Der Defekt bei der I-Zell-Krankheit, der die Zellen daran hindert, das M6P-Erkennungssignal zu synthetisieren, erwies sich als ein Mangel des ersten von zwei Enzymen, die an der Synthese des M6P-Signals beteiligt sind. Zwei Rezeptoren für M6P wurden entdeckt; die Chemie und Biologie der M6P-Rezeptoren und ihre Rolle beim Zellverkehr wurden zu einem breiten und sehr aktiven Gebiet der Zellbiologie. Diese Themen sind Gegenstand zahlreicher Übersichtsarbeiten, einschließlich der Kapitel 3 und 5 dieses Bandes. Die Bedeutung des M6P-Systems für die Enzymersatztherapie wird weiter unten erörtert.

Gleichzeitig mit diesen Studien an kultivierten Fibroblasten führte ein In-vivo-System zur Entdeckung eines weiteren Signals für die Aufnahme lysosomaler Enzyme.

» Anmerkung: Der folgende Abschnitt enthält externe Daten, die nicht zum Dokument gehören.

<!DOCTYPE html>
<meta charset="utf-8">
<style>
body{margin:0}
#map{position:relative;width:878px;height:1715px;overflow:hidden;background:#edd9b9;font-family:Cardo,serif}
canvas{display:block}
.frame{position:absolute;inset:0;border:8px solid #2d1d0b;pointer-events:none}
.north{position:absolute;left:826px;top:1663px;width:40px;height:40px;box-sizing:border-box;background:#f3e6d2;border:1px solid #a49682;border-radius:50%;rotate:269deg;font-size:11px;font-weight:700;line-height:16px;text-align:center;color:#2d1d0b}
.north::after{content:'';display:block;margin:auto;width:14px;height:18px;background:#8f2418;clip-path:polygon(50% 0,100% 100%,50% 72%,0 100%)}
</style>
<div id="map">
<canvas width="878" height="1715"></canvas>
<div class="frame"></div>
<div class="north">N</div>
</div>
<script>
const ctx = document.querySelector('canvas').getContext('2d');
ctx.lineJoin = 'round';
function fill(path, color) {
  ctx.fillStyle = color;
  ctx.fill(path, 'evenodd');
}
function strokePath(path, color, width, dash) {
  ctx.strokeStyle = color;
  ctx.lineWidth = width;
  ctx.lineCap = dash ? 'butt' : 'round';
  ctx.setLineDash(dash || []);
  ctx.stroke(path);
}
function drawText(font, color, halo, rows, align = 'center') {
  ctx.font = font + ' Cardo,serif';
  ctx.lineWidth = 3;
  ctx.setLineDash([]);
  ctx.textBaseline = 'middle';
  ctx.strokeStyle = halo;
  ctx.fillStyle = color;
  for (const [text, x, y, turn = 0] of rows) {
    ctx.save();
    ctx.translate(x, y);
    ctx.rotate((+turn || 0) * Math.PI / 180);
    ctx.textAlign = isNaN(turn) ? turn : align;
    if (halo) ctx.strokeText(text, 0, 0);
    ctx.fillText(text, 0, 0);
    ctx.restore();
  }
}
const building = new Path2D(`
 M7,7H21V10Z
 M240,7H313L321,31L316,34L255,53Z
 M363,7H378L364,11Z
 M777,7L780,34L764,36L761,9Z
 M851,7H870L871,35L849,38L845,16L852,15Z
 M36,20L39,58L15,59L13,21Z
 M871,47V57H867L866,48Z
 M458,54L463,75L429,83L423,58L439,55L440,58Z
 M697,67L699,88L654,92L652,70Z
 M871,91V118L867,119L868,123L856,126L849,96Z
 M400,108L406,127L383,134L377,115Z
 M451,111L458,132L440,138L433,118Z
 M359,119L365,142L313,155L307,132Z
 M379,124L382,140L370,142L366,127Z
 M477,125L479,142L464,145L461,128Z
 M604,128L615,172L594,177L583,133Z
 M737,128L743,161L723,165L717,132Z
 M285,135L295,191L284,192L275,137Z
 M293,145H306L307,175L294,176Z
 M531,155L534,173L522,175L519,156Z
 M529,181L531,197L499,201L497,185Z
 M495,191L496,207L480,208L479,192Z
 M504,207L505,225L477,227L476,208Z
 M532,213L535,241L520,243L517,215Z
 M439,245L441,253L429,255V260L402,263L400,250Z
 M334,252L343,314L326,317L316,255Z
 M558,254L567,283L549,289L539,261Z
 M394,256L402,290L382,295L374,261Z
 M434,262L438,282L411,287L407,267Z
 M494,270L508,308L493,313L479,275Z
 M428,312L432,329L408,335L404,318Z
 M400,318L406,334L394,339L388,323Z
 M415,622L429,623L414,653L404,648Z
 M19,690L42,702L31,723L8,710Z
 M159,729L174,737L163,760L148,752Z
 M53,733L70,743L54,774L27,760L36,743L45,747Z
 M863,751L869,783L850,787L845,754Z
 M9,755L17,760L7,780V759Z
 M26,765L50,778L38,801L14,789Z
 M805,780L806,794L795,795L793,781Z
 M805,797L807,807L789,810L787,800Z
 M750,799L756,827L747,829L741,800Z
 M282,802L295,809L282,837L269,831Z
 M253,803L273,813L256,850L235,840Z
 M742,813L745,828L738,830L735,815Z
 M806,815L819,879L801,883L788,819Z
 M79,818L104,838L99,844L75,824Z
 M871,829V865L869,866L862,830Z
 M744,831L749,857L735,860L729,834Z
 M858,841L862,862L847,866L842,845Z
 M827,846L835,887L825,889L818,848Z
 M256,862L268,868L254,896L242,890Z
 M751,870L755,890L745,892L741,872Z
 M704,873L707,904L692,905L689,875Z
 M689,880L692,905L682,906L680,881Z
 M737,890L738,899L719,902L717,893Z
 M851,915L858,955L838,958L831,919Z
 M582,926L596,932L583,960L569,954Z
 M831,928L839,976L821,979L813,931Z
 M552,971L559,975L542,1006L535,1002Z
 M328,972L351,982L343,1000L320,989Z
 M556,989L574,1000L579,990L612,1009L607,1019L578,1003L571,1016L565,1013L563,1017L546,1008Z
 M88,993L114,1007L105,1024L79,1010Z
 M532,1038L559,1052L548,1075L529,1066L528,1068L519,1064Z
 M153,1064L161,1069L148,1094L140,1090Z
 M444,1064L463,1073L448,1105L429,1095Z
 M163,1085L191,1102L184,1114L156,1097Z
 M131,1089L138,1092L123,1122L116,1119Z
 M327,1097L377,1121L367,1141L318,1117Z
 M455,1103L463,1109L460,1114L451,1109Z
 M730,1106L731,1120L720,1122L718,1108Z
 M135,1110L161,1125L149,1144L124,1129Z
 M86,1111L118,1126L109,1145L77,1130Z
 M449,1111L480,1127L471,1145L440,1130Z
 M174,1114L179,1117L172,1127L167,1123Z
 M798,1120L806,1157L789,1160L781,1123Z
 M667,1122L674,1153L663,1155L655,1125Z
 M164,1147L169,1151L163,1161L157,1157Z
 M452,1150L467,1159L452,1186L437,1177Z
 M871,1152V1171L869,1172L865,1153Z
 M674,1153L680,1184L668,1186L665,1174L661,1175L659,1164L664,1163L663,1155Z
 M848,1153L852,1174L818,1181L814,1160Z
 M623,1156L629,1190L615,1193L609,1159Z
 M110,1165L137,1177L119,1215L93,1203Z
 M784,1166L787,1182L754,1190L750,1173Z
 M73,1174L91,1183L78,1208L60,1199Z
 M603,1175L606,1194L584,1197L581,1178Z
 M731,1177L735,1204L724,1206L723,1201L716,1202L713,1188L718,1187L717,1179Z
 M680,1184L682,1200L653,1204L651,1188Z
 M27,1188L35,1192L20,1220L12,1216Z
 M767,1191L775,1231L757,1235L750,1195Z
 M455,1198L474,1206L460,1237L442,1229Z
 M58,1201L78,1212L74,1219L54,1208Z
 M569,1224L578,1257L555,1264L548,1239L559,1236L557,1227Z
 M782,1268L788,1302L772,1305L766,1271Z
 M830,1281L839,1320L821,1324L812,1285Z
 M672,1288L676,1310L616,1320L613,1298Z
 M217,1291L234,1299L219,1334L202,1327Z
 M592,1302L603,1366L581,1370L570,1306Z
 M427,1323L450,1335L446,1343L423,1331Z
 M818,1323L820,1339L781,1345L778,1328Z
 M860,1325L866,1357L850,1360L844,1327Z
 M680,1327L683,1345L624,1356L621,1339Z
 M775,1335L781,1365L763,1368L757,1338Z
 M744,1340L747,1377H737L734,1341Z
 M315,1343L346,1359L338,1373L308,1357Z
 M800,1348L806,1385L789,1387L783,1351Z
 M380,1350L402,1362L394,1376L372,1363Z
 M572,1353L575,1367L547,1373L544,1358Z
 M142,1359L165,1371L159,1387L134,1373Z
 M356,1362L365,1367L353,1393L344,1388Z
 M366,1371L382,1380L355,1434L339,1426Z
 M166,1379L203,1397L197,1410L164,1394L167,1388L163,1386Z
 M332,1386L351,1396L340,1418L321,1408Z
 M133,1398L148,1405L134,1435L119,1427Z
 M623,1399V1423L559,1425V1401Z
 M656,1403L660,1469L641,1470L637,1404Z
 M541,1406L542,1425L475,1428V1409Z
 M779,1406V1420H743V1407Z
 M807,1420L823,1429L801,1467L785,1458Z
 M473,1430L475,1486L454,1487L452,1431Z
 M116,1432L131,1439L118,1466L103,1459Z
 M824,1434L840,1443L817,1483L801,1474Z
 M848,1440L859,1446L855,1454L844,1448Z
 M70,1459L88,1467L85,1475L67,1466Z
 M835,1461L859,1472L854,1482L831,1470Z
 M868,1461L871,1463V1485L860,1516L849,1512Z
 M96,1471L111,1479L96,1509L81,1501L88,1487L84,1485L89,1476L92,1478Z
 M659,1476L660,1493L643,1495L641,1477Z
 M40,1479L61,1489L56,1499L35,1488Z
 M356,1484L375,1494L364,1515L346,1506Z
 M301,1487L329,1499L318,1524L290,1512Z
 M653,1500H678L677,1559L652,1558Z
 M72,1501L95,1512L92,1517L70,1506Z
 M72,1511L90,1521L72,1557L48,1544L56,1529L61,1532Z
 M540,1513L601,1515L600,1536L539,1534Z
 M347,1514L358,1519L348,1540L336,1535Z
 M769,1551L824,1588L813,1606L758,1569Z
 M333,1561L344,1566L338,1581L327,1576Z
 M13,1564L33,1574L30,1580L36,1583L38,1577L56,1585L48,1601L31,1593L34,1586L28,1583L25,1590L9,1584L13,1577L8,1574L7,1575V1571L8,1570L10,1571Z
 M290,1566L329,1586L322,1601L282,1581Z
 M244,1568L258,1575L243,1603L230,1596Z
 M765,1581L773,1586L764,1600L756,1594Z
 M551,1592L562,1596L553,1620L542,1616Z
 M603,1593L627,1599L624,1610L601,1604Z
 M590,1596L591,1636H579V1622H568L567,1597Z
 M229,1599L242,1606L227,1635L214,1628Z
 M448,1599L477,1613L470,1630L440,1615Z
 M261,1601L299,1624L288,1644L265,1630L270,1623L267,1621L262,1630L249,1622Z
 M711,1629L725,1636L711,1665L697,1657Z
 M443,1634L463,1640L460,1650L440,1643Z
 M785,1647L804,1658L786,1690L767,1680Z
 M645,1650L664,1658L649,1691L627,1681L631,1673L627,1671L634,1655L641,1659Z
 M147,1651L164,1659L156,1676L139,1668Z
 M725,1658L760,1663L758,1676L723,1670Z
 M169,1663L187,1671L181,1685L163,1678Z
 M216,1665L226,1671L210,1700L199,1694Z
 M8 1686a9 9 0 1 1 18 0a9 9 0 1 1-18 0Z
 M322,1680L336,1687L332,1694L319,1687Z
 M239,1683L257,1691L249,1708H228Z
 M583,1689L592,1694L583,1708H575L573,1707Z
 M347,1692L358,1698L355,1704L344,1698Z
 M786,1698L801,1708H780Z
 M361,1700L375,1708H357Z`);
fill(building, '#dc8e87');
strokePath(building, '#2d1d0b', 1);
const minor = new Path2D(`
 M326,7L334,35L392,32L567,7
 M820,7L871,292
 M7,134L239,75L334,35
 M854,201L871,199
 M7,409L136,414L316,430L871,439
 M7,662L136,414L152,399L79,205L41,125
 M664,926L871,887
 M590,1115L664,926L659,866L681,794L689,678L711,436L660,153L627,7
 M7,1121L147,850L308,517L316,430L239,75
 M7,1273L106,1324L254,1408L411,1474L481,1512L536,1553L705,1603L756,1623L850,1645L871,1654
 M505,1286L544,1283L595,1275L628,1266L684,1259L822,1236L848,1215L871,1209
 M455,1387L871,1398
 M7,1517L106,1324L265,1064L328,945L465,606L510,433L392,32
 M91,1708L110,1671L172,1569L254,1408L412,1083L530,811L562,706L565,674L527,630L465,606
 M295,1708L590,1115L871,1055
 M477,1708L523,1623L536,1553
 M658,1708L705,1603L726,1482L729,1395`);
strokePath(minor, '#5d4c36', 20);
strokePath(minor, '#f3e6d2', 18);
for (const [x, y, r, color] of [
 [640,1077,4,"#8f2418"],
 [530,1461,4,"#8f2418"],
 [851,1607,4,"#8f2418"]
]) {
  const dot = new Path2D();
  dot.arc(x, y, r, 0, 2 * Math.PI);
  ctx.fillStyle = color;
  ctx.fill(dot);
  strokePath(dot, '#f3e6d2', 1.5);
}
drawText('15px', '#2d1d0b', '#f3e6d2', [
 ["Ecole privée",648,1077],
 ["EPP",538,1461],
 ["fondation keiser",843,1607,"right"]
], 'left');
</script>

Es wurde festgestellt, dass mehrere lysosomale Enzyme, die Ratten intravenös injiziert wurden, rasch aus dem Blutkreislauf ausgeschieden wurden; sie blieben jedoch wesentlich länger erhalten, wenn sie mit Periodat vorbehandelt oder zusammen mit einem Agalaktoglykoprotein injiziert wurden. Auch hier wurden Kohlenhydrate als Signalgeber für die spezifische Erkennung postuliert. In diesem Fall war der Schlüsselzucker für die Erkennung Mannose, und die Aufnahme erfolgte in retikuloendotheliale Zellen der Leber. Der Mannose-Rezeptor, der neben Mannose auch N-Acetylglucosamin und L-Fucose erkennt, wurde auf der Oberfläche von Makrophagen nachgewiesen. Es ist von einigem historischen Interesse, dass die Experimente zur Aufnahme von Invertase, die im ursprünglichen Vorschlag für eine Enzymersatztherapie (siehe oben) eine wichtige Rolle spielten, erfolgreich waren, weil Invertase ein Glykoprotein mit Mannanketten ist, die vom Mannoserezeptor erkannt werden.